[EXERCISE INSTRUCTIONS] Could you copy each line of the entries that contains "radius"?

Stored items
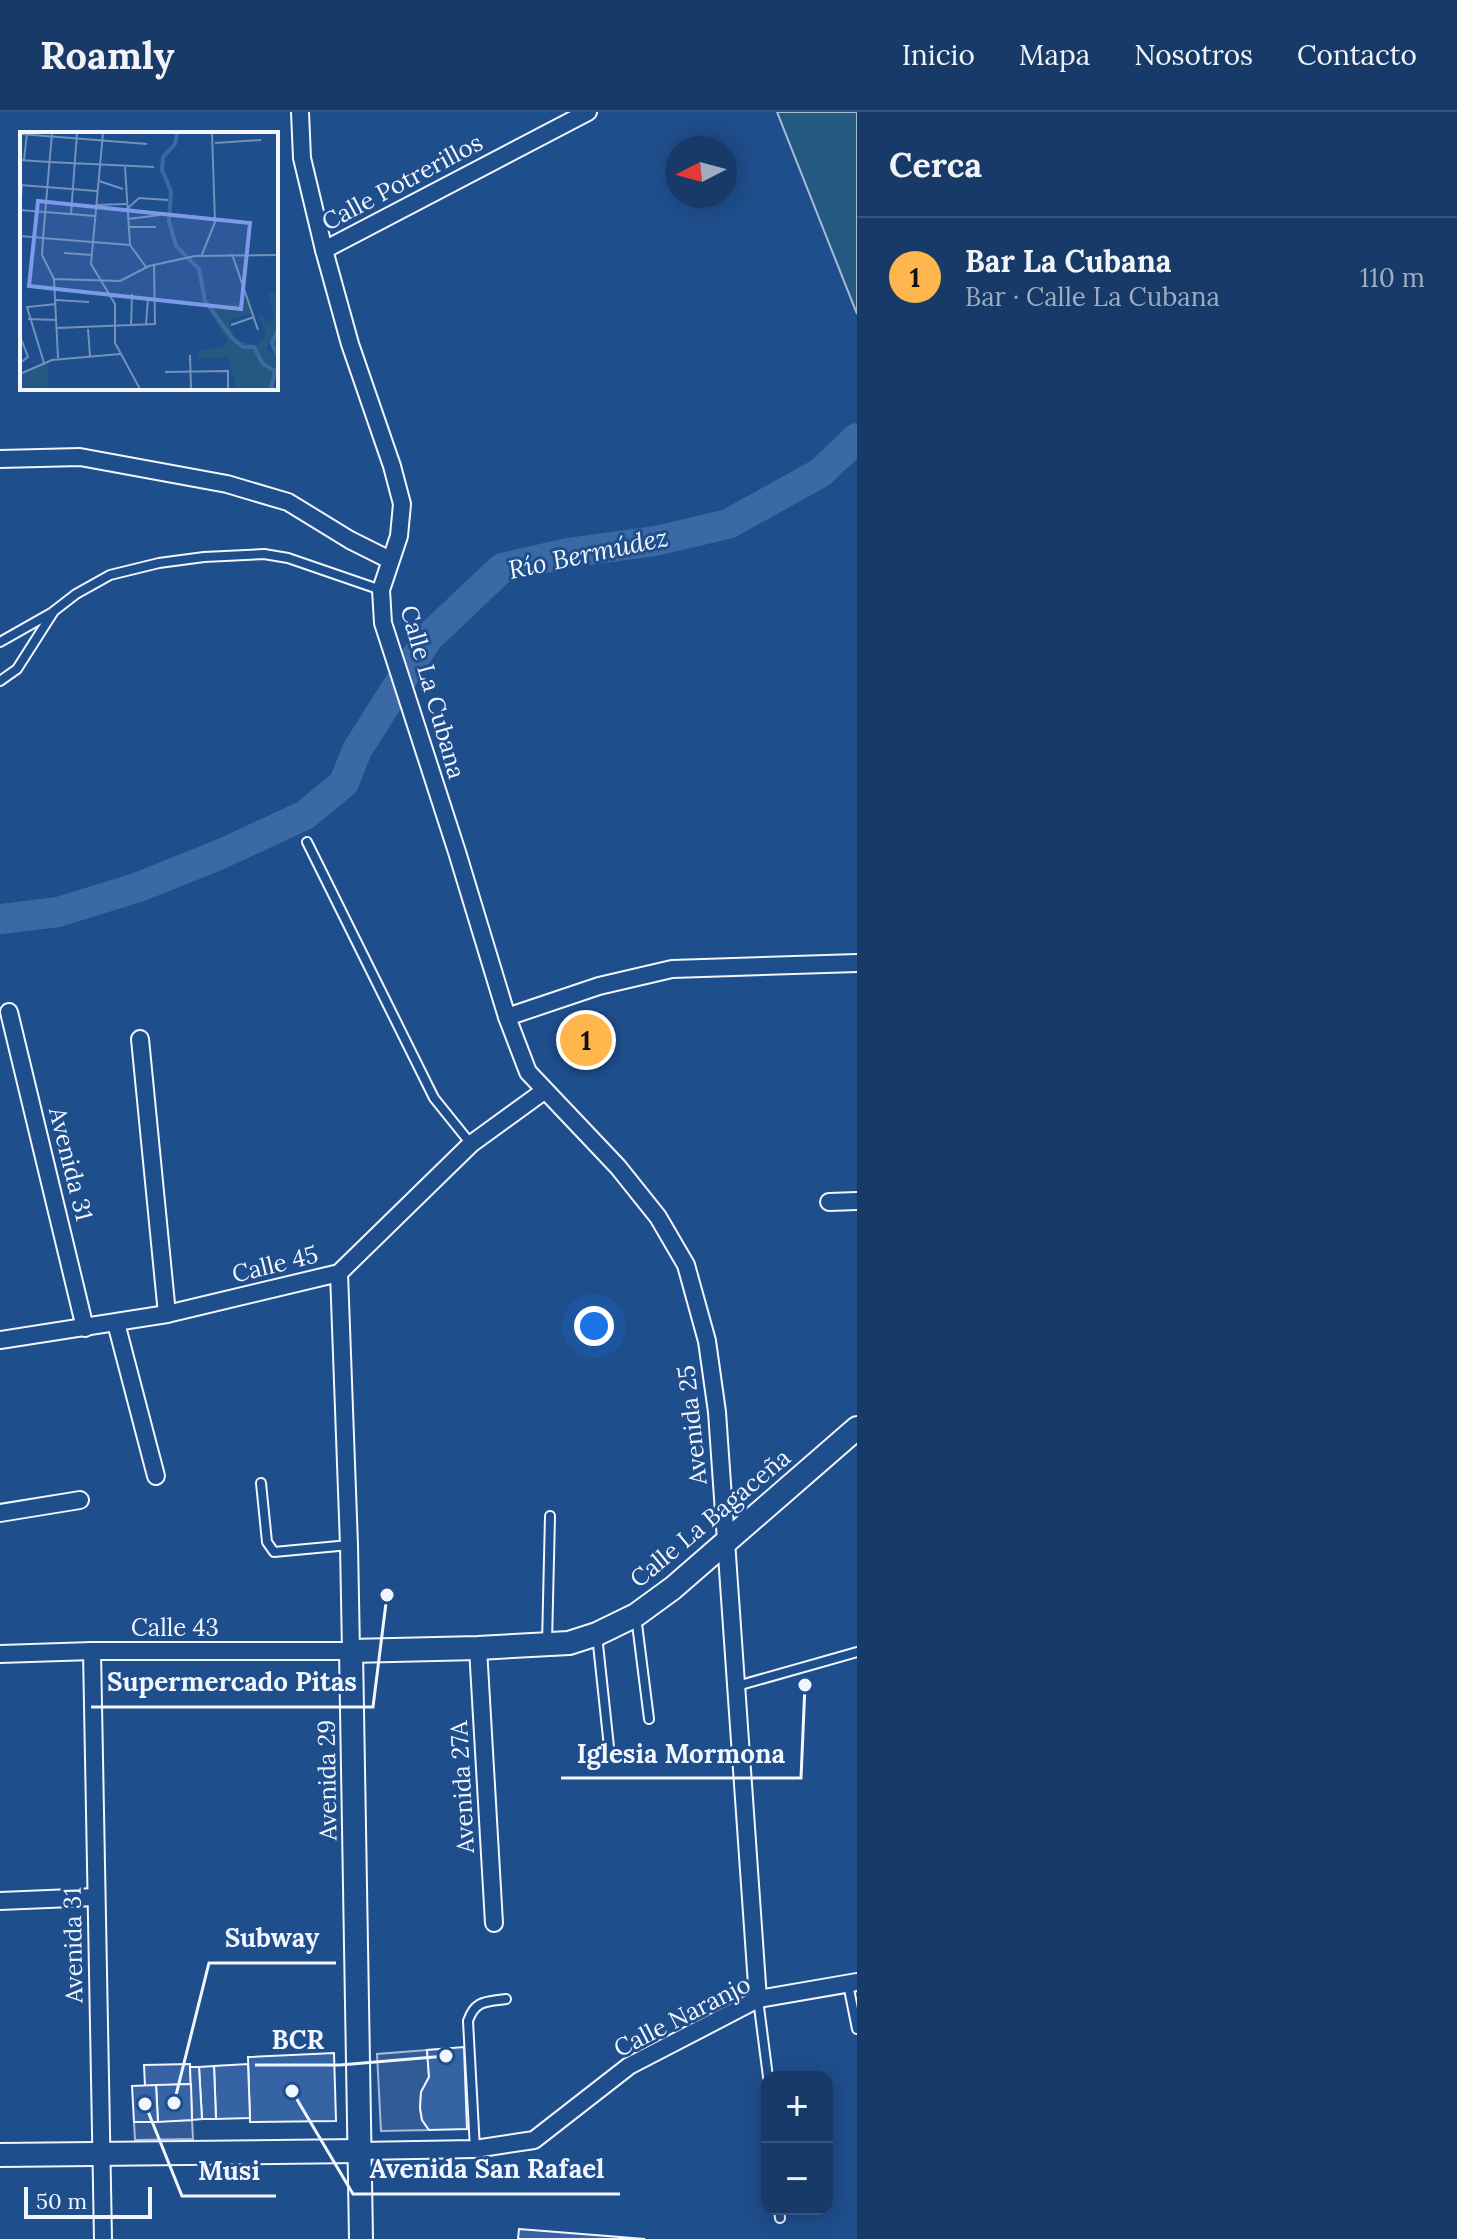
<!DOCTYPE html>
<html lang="es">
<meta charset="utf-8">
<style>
body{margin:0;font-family:Lora,serif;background:#244571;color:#f1f3f6}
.controls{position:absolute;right:24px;bottom:24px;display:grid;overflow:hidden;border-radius:16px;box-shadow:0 4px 20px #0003}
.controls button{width:72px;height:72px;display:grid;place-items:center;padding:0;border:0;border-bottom:2px solid #36547d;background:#173a69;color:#f1f3f6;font:40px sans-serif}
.compass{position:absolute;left:665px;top:24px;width:72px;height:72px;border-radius:50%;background:#173a69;box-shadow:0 4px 20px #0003;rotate:264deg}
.scale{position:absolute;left:24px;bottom:20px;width:128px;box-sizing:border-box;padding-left:8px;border:4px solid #f2f6ff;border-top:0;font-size:22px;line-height:28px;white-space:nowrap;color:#f2f6ff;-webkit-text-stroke:6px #1f4e8c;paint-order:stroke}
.you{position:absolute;left:594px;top:1214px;width:28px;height:28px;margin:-20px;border:6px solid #fff;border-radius:50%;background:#1a73e8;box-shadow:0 0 0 12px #1a73e833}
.badge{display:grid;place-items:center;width:52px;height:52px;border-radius:50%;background:#ffb74d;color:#111;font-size:26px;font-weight:700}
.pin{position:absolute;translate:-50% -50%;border:4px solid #fff;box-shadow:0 2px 8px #0006}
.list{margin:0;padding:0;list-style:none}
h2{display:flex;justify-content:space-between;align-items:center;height:104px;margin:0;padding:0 32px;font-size:34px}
h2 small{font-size:26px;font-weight:400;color:#9eadc0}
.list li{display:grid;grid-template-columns:52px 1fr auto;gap:24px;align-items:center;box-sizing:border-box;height:120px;padding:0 32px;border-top:2px solid #36547d}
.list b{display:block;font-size:30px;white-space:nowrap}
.list p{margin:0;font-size:26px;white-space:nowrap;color:#9eadc0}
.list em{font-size:26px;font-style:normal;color:#9eadc0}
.map{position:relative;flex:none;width:857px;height:2127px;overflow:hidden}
header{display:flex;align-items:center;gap:48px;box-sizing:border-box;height:112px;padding:0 40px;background:#173a69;border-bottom:2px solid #36547d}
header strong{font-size:38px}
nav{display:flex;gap:44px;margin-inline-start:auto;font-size:28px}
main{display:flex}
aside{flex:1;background:#173a69}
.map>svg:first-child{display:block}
.green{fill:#245a82;stroke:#a8bbd7;stroke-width:2}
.parking{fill:#305b95;stroke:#a8bbd7;stroke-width:2}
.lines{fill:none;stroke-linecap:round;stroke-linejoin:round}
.river{stroke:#3b69a3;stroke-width:30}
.building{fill:#3563a3;stroke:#f2f6ff;stroke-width:2}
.lane-casing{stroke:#f2f6ff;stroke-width:12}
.street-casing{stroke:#f2f6ff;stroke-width:20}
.secondary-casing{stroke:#f2f6ff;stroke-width:26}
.lane{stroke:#1f4e8c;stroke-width:8}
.street{stroke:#1f4e8c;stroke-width:16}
.secondary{stroke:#1f4e8c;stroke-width:22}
.labels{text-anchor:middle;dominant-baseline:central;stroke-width:6;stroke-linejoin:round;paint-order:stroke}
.street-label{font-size:24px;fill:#f2f6ff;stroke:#1f4e8c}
.water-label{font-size:26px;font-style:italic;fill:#f2f6ff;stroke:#1f4e8c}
.inset-river{fill:none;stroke:#3b69a3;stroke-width:4}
.inset-road{fill:none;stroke:#7391ba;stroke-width:2}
.view{fill:#7d9aea;fill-opacity:0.15;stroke:#7d9aea;stroke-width:4}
.inset-edge{fill:none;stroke:#f2f6ff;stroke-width:4}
.leader{fill:none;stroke:#f2f6ff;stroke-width:3}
.callout-dot{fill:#f2f6ff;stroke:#1f4e8c;stroke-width:3}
.callout-label{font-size:26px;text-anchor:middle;font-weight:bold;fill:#f2f6ff;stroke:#1f4e8c;stroke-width:6;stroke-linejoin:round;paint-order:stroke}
</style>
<header>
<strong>Roamly</strong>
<nav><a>Inicio</a><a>Mapa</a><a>Nosotros</a><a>Contacto</a></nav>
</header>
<main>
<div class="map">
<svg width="857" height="2127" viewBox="0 0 857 2127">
<rect width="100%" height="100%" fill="#1f4e8c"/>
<path class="green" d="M777,0H857V202Z"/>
<g class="parking">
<path d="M427,1938L429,1965L421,1980L420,1996L422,2008L429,2018L381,2019L377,1942Z"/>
<path d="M192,2008L193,2027L135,2028L134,2010Z"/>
</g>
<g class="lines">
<path class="river" d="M0,807L58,800L139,775L221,742L305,703L344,671L357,638L428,526L502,456L567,441L655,429L728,412L820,361L857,326"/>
</g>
<g class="building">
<path d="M464,1935L467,2017L429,2018L422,2008L420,1996L421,1980L429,1965L427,1938Z"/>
<path d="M334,1941L336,2009L250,2010L248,1945Z"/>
<path d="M190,1952L191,1972L145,1974L144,1953Z"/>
<path d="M248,1952L250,2006L216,2007L214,1954Z"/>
<path d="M214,1954L216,2007H202L199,1955Z"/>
<path d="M190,1955H199L202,2007L192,2008Z"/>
<path d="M191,1972L192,2008L158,2010L156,1973Z"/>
<path d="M156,1973L158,2010H134L132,1974Z"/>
<path d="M519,2117L645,2127H518Z"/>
</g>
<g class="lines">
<g class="lane-casing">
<g id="lane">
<path d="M0,530L53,500"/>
<path d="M0,569L17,557L54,499L76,482L110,463L159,451L204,445L264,442L288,446L381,478"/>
<path d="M307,730L434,986L471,1032"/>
<path d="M261,1371L267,1430L274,1440L349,1433"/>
<path d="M636,1504L649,1607"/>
<path d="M597,1523L609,1635"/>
<path d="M547,1532L550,1404"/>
<path d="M737,1574L857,1540"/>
<path d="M848,1872L857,1917"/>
<path d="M758,1887L768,1965"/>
<path d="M475,2037L468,1909C475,1888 486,1890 506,1887"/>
<path d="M779,2097L780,2106"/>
</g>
</g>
<g class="street-casing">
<g id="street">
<path d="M300,0L302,46L324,138L350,232L392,354L402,392L399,424L381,478L383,511L457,740L507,905L528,960L618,1055L658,1105L686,1153L707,1229L717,1300L758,1887"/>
<path d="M324,138L588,0"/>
<path d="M0,347L80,345L227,372L288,390L350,428L390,448"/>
<path d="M9,900L85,1216"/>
<path d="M507,905L599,874L672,857L857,851"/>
<path d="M140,927L167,1202"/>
<path d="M829,1090L857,1089"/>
<path d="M116,1211L156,1364"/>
<path d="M0,1228L167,1202L339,1161L471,1032L544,979"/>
<path d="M0,1401L80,1388"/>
<path d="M478,1536L494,1811"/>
<path d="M92,1539L103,2127"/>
<path d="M0,1542L92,1539H351L349,1433L339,1161"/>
<path d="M0,1789L96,1785"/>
<path d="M358,2039L475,2037L534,2028L629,1954L758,1887L857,1870"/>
</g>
</g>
<g class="secondary-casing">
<g id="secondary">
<path d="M0,2043L358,2039"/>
<path d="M361,2127L351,1539L478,1536L569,1531L597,1522L636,1503L673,1476L857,1316"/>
</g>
</g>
<use href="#lane" class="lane"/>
<use href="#street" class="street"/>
<use href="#secondary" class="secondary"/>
</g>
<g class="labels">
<g class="street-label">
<text transform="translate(402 70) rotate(-28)">Calle Potrerillos</text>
<text transform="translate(433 580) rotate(74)">Calle La Cubana</text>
<text transform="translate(71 1052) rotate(76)">Avenida 31</text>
<text transform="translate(275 1152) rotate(-14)">Calle 45</text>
<text transform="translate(692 1313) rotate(-96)">Avenida 25</text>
<text transform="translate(710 1406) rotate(-40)">Calle La Bagaceña</text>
<text x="175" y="1515">Calle 43</text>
<text transform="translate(327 1668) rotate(-91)">Avenida 29</text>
<text transform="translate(462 1675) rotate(-93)">Avenida 27A</text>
<text transform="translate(73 1833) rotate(-91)">Avenida 31</text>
<text transform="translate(682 1904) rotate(-27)">Calle Naranjo</text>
</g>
<g class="water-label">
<text transform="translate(588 441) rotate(-12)">Río Bermúdez</text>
</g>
</g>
<g transform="translate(20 20)">
<rect width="258" height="258" fill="#1f4e8c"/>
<path d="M249,161L258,162V219L249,210L246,216L258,229V239L250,244L254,257H217L208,225L178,227L177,218L201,216L208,210L189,178L228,167L234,180L208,189L216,208L239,213L246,203L238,182L250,191L254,186ZM28,230V257H0V244Z" fill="#245a82"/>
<path class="inset-river" d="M157,1L155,12L143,25L142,38L151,59L149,89L156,114L179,137L185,169L212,206L223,215H234L243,232L255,239L251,257M258,198L252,211L258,225"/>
<path class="inset-road" d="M83,1L71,132L95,172V211L120,257M0,2L127,12M195,11L241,8M0,28L29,30M4,28L7,1M29,30L134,35M105,35L110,113L126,135M79,49L103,57M0,53L77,59M76,73L106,72M107,77L119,66L148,68M0,78L75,84M0,78L2,53M51,82L57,1M108,87L140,83M108,95H136M0,104L23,106L32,1M44,121L72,123M212,122L238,198M181,125L195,90L192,1M34,147L100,149L129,134L175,124L258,123M36,168L69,170M8,187L37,188M126,192L128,167M211,193L234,185M111,194L112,162M37,196L135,192L134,133M68,197L70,224M0,204L8,225L0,231M170,223L171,257M38,226L34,147L22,123L23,106L110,113M24,231L7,175L36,172M145,240L208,239V257M0,242L32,228L100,222"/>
<path class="view" d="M18,69L230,91L221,177L9,154Z"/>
<rect width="258" height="258" class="inset-edge"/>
</g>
<path class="leader" d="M387 1483L373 1595H91M805 1573L801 1666H561M174 1991L209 1851H336M446 1944L340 1953H255M292 1979L353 2082H620M145 1992L182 2084H276"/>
<g class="callout-dot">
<circle cx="387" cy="1483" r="8"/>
<circle cx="805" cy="1573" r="8"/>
<circle cx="174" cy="1991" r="8"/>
<circle cx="446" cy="1944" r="8"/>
<circle cx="292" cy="1979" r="8"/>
<circle cx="145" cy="1992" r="8"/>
</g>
<g class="callout-label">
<text x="232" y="1579">Supermercado Pitas</text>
<text x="681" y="1651">Iglesia Mormona</text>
<text x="272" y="1835">Subway</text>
<text x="298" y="1937">BCR</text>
<text x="487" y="2066">Avenida San Rafael</text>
<text x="229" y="2068">Musi</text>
</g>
</svg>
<div class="controls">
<button>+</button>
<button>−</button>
</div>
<svg class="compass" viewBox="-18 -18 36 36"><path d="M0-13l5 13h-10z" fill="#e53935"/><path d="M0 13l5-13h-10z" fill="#9eadc0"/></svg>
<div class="scale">50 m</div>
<div class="you"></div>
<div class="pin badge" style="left:586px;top:928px">1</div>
</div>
<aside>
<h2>Cerca<small></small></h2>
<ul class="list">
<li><span class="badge">1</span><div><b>Bar La Cubana</b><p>Bar · Calle La Cubana</p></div><em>110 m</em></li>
</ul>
</aside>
</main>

[ANSWER SPACE]
.controls{position:absolute;right:24px;bottom:24px;display:grid;overflow:hidden;border-radius:16px;box-shadow:0 4px 20px #0003}
.compass{position:absolute;left:665px;top:24px;width:72px;height:72px;border-radius:50%;background:#173a69;box-shadow:0 4px 20px #0003;rotate:264deg}
.you{position:absolute;left:594px;top:1214px;width:28px;height:28px;margin:-20px;border:6px solid #fff;border-radius:50%;background:#1a73e8;box-shadow:0 0 0 12px #1a73e833}
.badge{display:grid;place-items:center;width:52px;height:52px;border-radius:50%;background:#ffb74d;color:#111;font-size:26px;font-weight:700}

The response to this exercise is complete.